**Exercise requirements**
All lines in the material below that contain "down" should be located and copied.

**Data records**
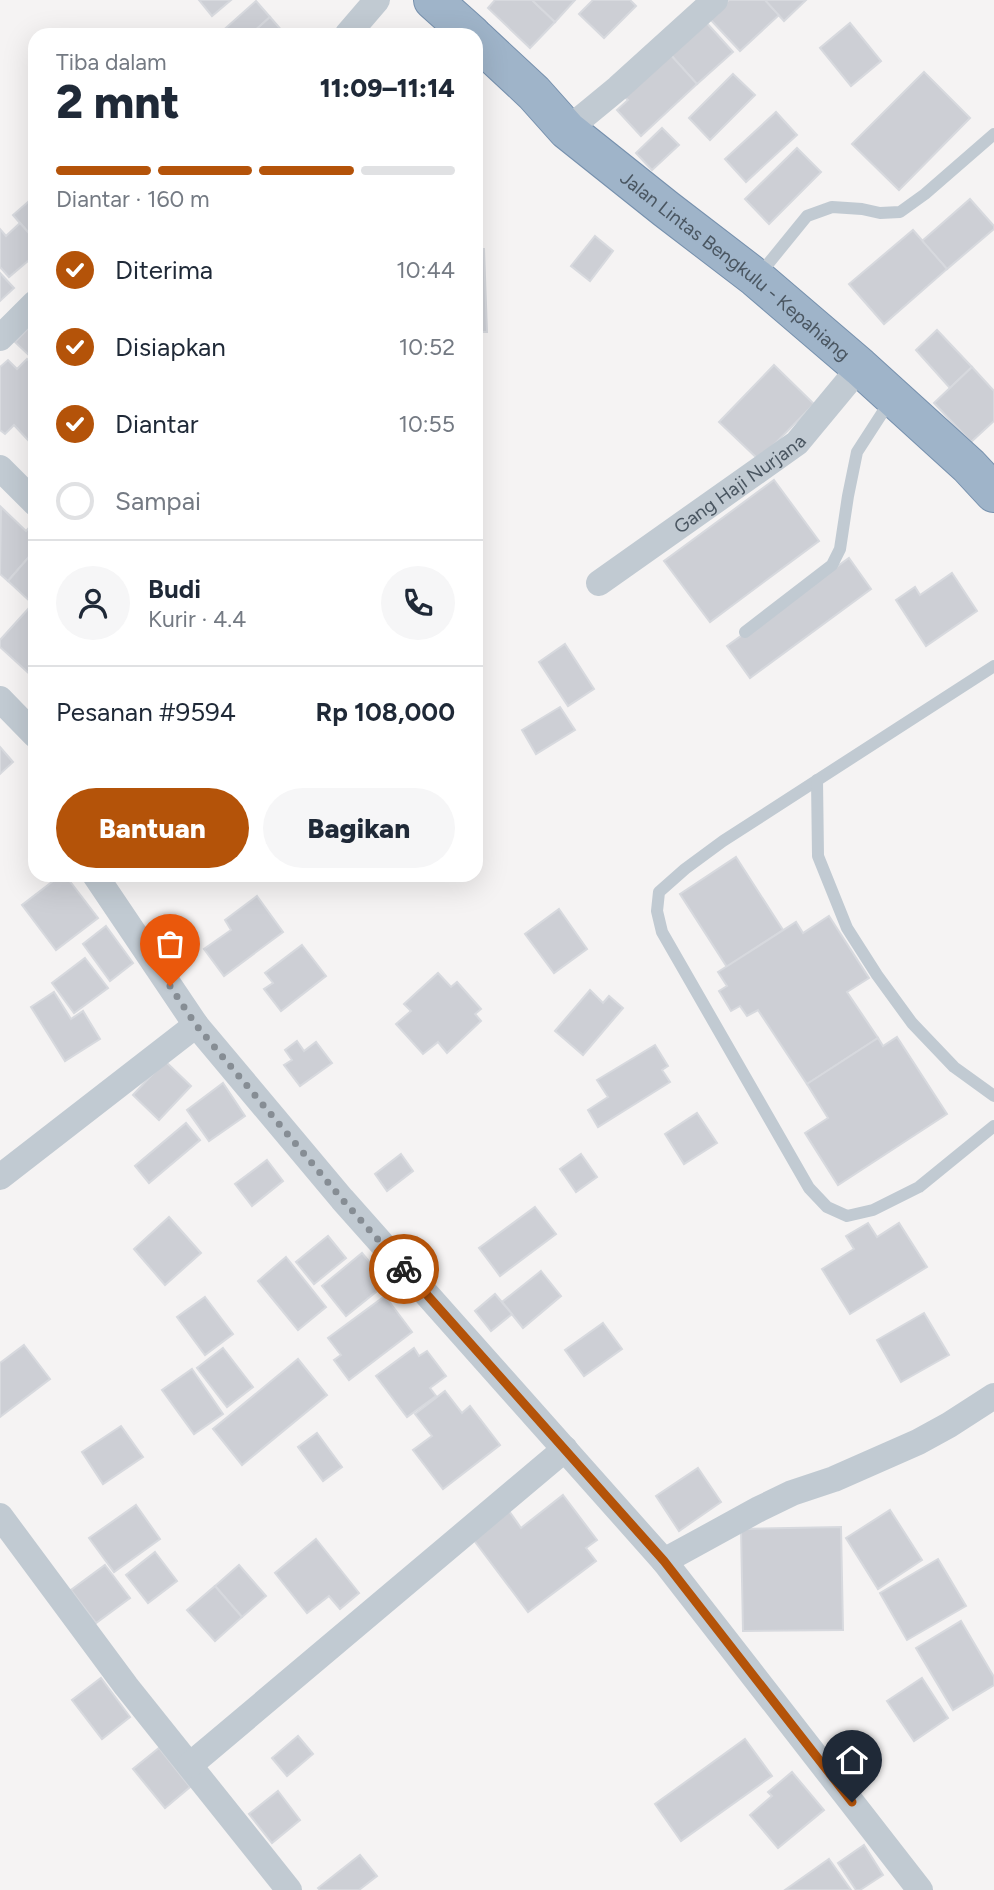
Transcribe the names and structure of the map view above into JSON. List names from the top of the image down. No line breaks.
---
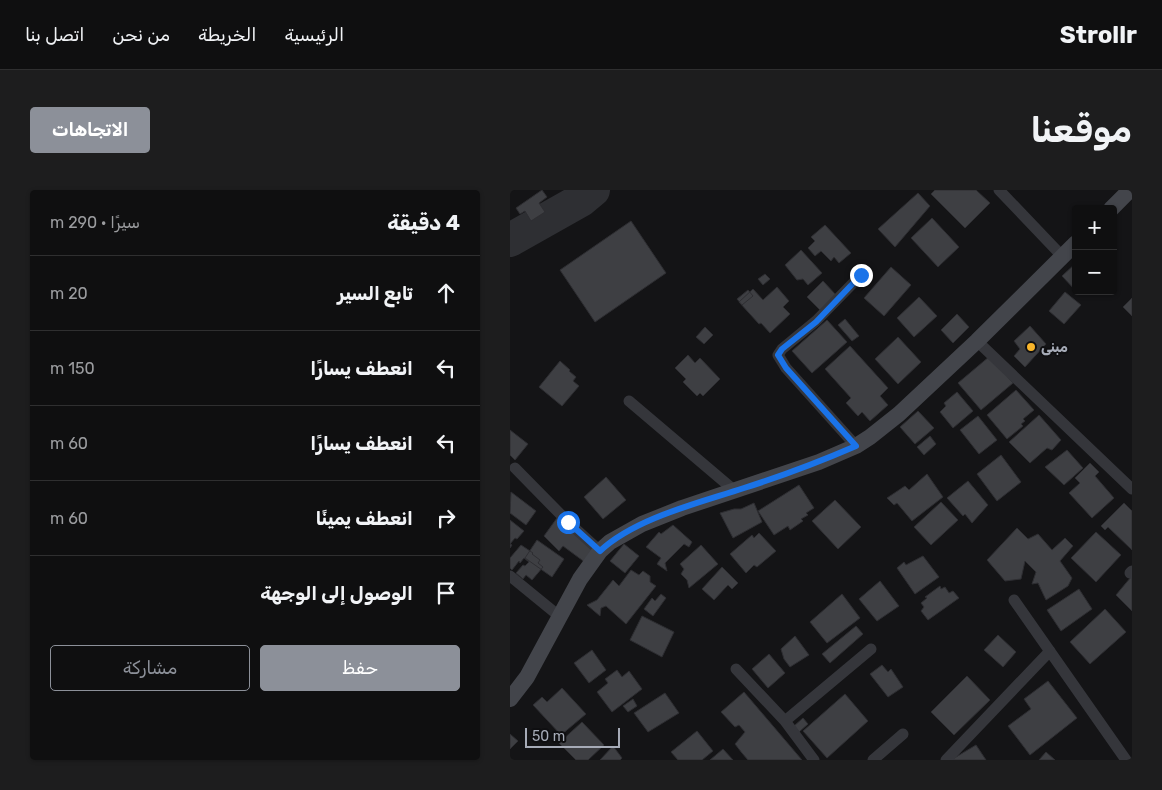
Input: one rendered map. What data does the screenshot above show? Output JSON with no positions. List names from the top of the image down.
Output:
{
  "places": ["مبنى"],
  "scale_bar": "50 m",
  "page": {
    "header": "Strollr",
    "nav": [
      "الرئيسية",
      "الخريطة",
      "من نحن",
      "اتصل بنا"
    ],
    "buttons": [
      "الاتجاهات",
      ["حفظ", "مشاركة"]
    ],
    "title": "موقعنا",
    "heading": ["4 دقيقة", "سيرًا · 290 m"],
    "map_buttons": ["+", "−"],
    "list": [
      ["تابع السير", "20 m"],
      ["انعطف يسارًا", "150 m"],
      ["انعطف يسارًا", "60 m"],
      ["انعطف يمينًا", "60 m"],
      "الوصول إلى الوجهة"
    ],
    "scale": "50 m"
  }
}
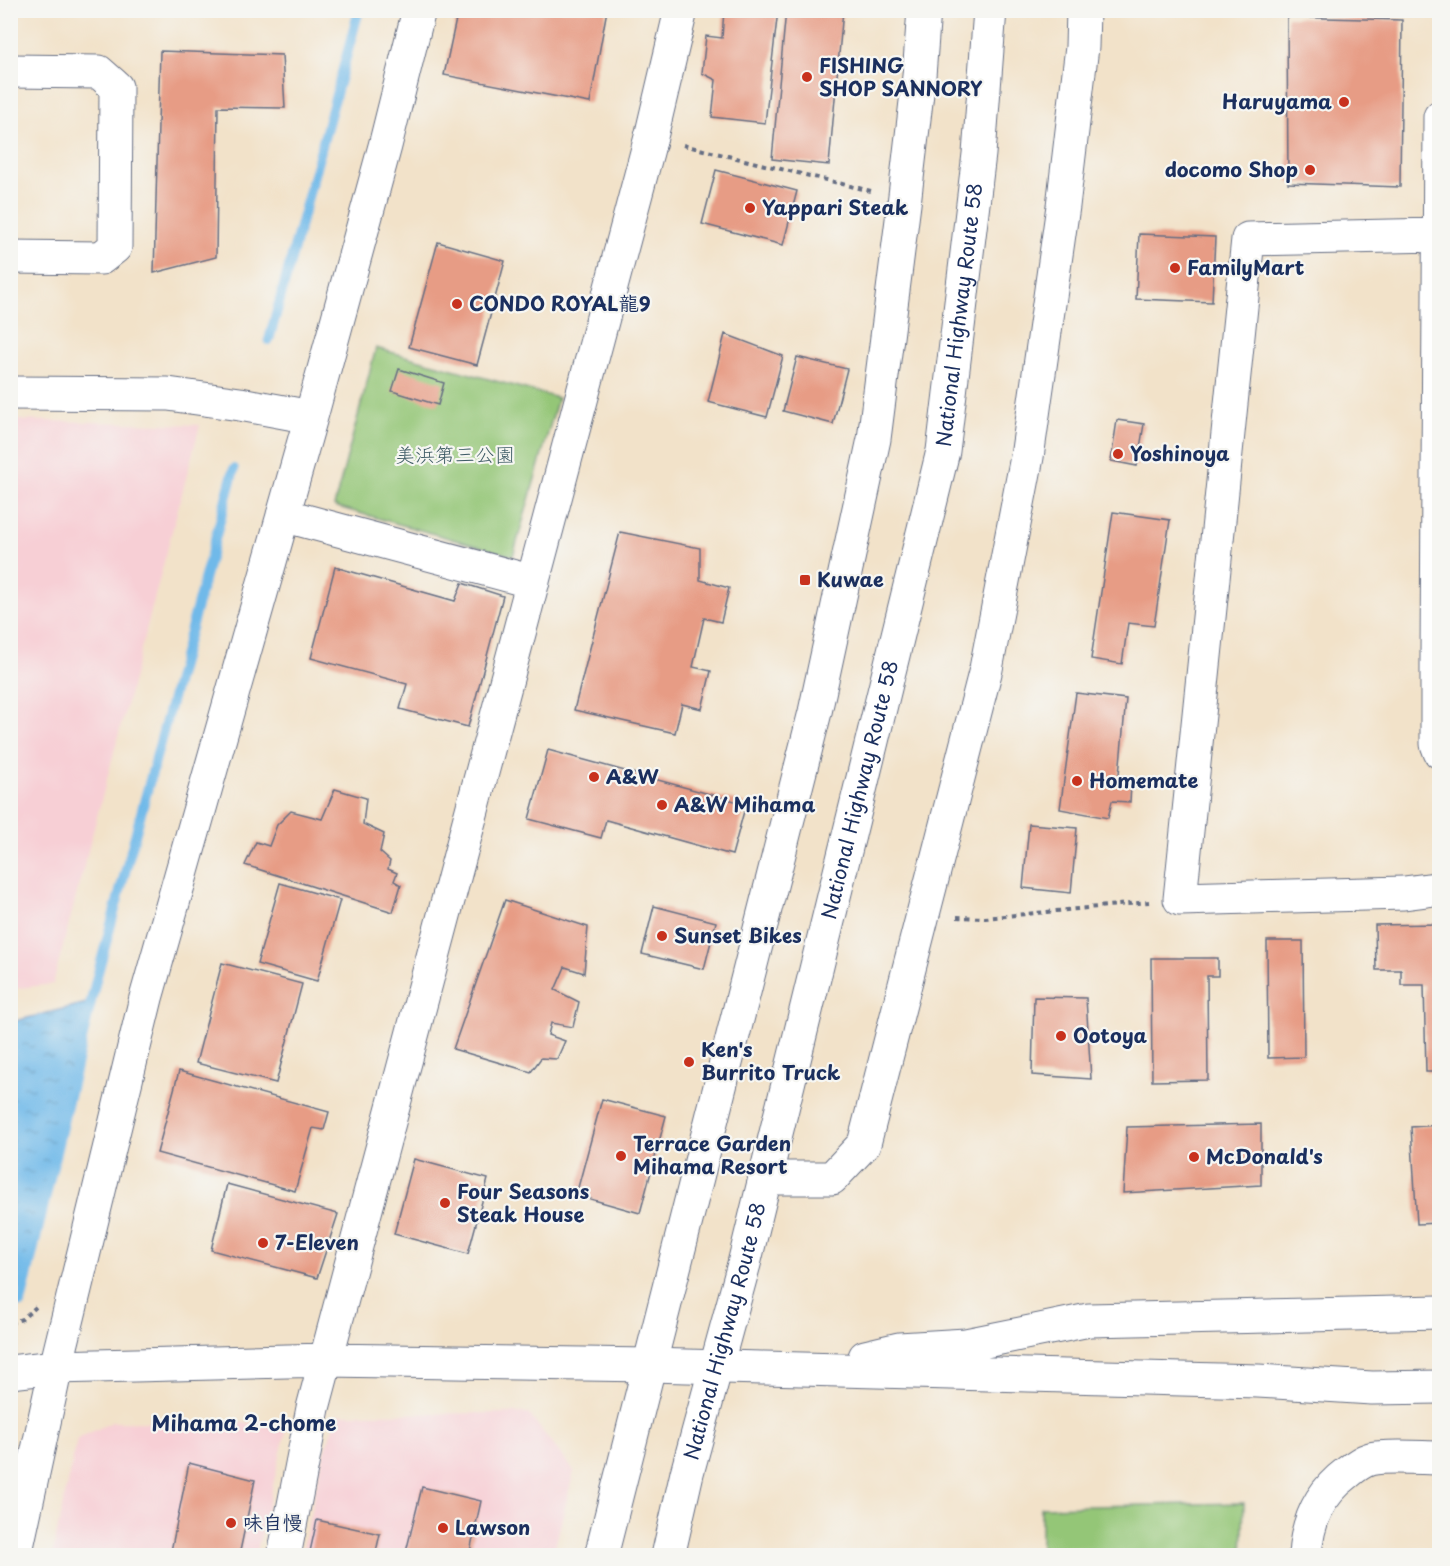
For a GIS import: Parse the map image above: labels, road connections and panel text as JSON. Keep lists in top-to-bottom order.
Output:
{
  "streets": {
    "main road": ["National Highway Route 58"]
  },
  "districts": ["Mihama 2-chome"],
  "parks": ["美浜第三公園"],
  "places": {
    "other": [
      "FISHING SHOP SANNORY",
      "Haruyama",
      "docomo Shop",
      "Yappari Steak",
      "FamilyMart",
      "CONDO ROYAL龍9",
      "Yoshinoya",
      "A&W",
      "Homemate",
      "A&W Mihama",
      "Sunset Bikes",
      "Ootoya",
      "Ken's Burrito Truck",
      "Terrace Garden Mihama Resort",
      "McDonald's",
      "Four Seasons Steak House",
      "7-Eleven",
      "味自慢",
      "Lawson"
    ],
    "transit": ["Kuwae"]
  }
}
* * *
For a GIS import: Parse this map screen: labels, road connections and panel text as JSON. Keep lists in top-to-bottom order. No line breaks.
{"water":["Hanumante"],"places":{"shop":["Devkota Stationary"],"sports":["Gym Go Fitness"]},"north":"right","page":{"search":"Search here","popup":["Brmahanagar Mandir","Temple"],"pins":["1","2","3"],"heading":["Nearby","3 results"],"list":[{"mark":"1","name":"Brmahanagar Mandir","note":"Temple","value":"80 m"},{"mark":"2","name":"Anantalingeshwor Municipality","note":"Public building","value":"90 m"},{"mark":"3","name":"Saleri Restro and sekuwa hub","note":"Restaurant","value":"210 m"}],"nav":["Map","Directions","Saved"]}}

**Your solution**
Transcribe the names and structure of the map view above into JSON. List names from the top of the image down. No line breaks.
Input: one rendered map. What data does the screenshot above show? Output JSON with no positions. List names from the top of the image down.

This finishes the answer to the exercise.